Lucy Webb Hayes, wife of President Rutherford B. Hayes, made one of the most dramatic policy changes in the history of White House entertaining — she banned all alcoholic beverages from the building. The decision earned her praise from some corners, derision from others, and lasting nicknames like “Lemonade Lucy.” For better or worse, this story has become a major part of Mrs. Hayes’ legacy. But the temperance movement, and Lucy Hayes’ involvement in it, was surprisingly complex.

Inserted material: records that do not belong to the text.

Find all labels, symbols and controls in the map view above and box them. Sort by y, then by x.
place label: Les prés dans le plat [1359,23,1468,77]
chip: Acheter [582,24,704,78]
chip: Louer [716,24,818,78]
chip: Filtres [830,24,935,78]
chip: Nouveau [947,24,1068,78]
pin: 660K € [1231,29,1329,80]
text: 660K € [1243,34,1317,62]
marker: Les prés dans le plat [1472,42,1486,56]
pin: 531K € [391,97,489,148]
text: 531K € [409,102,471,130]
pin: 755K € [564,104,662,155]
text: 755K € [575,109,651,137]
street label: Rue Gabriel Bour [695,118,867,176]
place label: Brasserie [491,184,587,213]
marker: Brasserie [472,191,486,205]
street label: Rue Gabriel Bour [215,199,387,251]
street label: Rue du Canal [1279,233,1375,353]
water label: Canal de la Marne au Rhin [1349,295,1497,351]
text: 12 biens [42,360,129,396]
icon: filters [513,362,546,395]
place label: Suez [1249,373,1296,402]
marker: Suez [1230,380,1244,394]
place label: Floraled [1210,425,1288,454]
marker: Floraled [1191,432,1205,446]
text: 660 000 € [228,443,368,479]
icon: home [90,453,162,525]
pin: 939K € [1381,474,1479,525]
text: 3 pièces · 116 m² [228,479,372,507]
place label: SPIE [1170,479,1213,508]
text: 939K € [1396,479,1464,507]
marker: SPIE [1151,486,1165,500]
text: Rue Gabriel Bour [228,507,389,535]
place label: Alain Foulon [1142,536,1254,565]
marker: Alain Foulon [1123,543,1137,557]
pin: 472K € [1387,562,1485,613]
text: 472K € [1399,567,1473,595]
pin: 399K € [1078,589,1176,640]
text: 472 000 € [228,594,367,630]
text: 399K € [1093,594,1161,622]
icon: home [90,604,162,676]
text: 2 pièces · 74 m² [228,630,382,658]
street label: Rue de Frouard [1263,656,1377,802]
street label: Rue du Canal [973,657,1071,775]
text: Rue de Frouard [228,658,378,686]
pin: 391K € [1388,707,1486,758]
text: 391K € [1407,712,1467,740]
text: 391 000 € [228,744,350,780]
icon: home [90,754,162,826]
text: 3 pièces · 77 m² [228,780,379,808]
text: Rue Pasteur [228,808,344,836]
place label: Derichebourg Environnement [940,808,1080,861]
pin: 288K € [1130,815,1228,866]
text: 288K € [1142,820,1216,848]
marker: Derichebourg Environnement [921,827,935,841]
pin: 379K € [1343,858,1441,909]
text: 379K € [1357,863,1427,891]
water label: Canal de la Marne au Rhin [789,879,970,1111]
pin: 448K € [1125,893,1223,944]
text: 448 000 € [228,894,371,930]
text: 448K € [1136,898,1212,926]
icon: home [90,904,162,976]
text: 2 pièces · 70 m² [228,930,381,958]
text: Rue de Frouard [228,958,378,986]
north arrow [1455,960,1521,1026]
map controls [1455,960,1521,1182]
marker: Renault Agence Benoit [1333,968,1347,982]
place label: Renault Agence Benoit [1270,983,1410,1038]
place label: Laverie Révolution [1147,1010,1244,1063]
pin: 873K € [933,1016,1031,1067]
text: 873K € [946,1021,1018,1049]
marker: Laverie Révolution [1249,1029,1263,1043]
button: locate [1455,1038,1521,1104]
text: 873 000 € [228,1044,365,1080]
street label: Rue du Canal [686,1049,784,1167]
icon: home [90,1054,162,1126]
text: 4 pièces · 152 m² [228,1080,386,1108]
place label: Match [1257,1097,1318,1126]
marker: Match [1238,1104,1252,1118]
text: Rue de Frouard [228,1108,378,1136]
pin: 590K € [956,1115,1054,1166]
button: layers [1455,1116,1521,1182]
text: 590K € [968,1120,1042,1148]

Lucy Webb Hayes was born and raised in Ohio. She lost her father when she was only two years old. Her grandfather, Isaac Cook, became a major influence in her life after the death of her father. Cook was a life-long adherent of the temperance movement, which preached the evils of alcohol and the morality of abstaining from it, and he shaped young Lucy’s views.1 She became a staunch opponent of alcohol in any form. Lucy was also unusually well-educated for a young woman in the mid-nineteenth century, graduating from the Wesleyan Female College in Cincinnati at the age of 18.2 Several years later, she married Rutherford B. Hayes, an up-and-coming young lawyer from Cincinnati.

By the time her husband became president, Lucy’s opinions on alcohol consumption were well known, and Americans on both sides of the temperance debate watched to see whether the beverages served at the White House would reflect the first lady’s views. During the first major social event of the Hayes administration, a dinner in honor of the Grand Duke Alexis of Russia, the wine flowed as it always had. This decision attracted more attention than they expected. Mrs. Hayes was uncomfortable continuing to serve alcohol, and while the president did not mind an occasional drink, he saw political possibilities in solidifying the support of temperance advocates. They declared that from then on, no alcohol of any kind would be served in the White House.3 “I have young sons who have never tasted liquor,” Mrs. Hayes said. “They shall not receive from my hand, or with the sanction that its use in the family would give, the first taste of what might prove their ruin. What I wish for my own sons I must do for the sons of other mothers.”4 The temperance movement as a whole emphasized how women could set a moral example for their families, so it made sense that the first lady should serve as a model for the whole country.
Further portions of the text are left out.